During operation, the stage 130 moves in the X-direction from a loading position, as shown in FIG. 1A, to a processing position. The processing position is one or more positions of the stage 130 as the stage 130 passes under the processing unit 164. During operation, the stage 130 is lifted by a plurality of air bearings and moves along the pair of tracks 124 from the loading position to the processing position. A plurality of vertical guide air bearings are coupled to the stage 130 and positioned adjacent an inner wall 128 of each support 122 in order to stabilize the movement of the stage 130. The stage 130 also moves in the Y-direction by moving along a track 150 for processing and/or indexing the substrate 140. The stage 130 is capable of independent operation and can scan a substrate 140 in one direction and step in the other direction.
A metrology system measures the X and Y lateral position coordinates of each of the stage 130 in real time so that each of the plurality of image projection apparatus can accurately locate the patterns being written in a photoresist covered substrate. The metrology system also provides a real-time measurement of the angular position of each of the stage 130 about the vertical or Z-axis. The angular position measurement can be used to hold the angular position constant during scanning by means of a servo mechanism, or the angular position measurement can be used to apply corrections to the positions of the patterns being written on the substrate 140 by the image projection apparatus 270, shown in FIGS. 2A-2B. These techniques may be used in combination.
FIG. 1B is a perspective view of a photolithography system 100B according to embodiments disclosed herein. The system 100B is similar to the system 100; however, the system 100B includes two stages 130. Each of the two stages 130 is capable of independent operation and can scan a substrate 140 in one direction and step in the other direction. In some embodiments, when one of the two stages 130 is scanning a substrate 140, another of the two stages 130 is unloading an exposed substrate and loading the next substrate to be exposed.

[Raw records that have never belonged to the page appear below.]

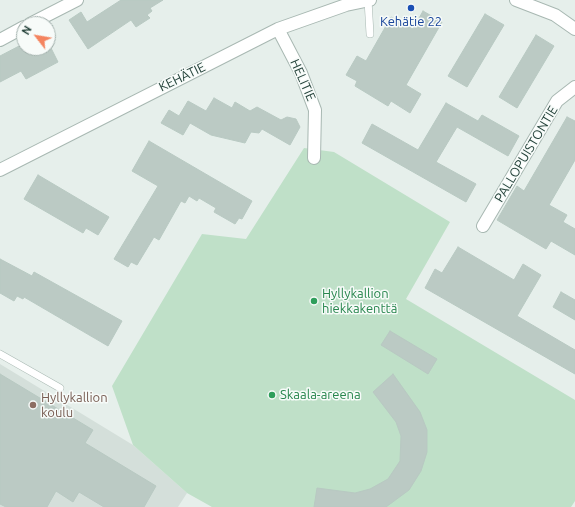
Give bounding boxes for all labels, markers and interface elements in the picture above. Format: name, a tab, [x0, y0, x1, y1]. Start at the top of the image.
marker: Kehätie 22	[406, 3, 416, 13]
place label: Kehätie 22	[380, 14, 442, 30]
north arrow	[16, 16, 56, 56]
text: N	[19, 24, 34, 37]
street label: HELITIE	[287, 57, 319, 103]
street label: KEHÄTIE	[156, 59, 208, 95]
street label: PALLOPUISTONTIE	[491, 103, 561, 205]
place label: Hyllykallion hiekkakenttä	[322, 286, 397, 317]
marker: Hyllykallion hiekkakenttä	[309, 296, 319, 306]
place label: Skaala-areena	[280, 387, 361, 403]
place label: Hyllykallion koulu	[41, 390, 108, 421]
marker: Skaala-areena	[267, 390, 277, 400]
marker: Hyllykallion koulu	[28, 400, 38, 410]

While FIGS. 1A-1B depict two embodiments of a photolithography system, other systems and configurations are also contemplated herein. For example, photolithography systems including any suitable number of stages are also contemplated.
FIG. 2A is a perspective schematic view of an image projection apparatus 270 according to one embodiment, which is useful for a photolithography system, such as system 100A or system 100B. The image projection apparatus 270 includes one or more spatial light modulators 280, an alignment and inspection system 284 including a focus sensor 283 and a camera 285, and projection optics 286. The components of image projection apparatus vary depending on the spatial light modulator being used. Spatial light modulators include, but are not limited to, micro-LEDs, digital micro-mirror devices (DMDs) and liquid crystal displays (LCDs).
In operation, the spatial light modulator 280 is used to modulate one or more properties of the light, such as amplitude, phase, or polarization, which is projected through the image projection apparatus 270 and to a substrate, such as the substrate 140. The alignment and inspection system 284 is used for alignment and inspection of the components of the image projection apparatus 270. In one embodiment, the focus sensor 283 includes a plurality of lasers which are directed through the lens of the camera 285 and the back through the lens of the camera 285 and imaged onto sensors to detect whether the image projection apparatus 270 is in focus. The camera 285 is used to image the substrate 140 to ensure the alignment of the image projection apparatus 270 and photolithography system 100A or 100B is correct or within a predetermined tolerance. The projection optics 286, such as one or more lenses, is used to project the light onto the substrate, such as the substrate 140.
FIG. 2B is an image project apparatus 271 according to embodiments described herein. In the embodiment shown in FIG. 2B, the image projection apparatus 271 includes one or more micro-LEDs 287 as the spatial light modulator(s), a focus sensor and inspection system 284 and projection optics 286. In one embodiment, the image projection apparatus 271 further includes a beamsplitter. MicroLEDs are microscopic (for example, less than about 100 μm) light emitting diodes, which may be arranged in an array and used to form the individual pixels of a substrate, such as a display device. MicroLEDs include inorganic materials, such as an inorganic Gallium Nitride (GaN) material. Since micro-LEDs are self-emitting, an outside light source is not needed in the image projection apparatus 271.
In embodiments using micro-LEDs, the camera 285 is also useful to measure the image pixel pitch of the one or more micro-LEDs to calibrate for any thermal expansion happening at the micro-LED device.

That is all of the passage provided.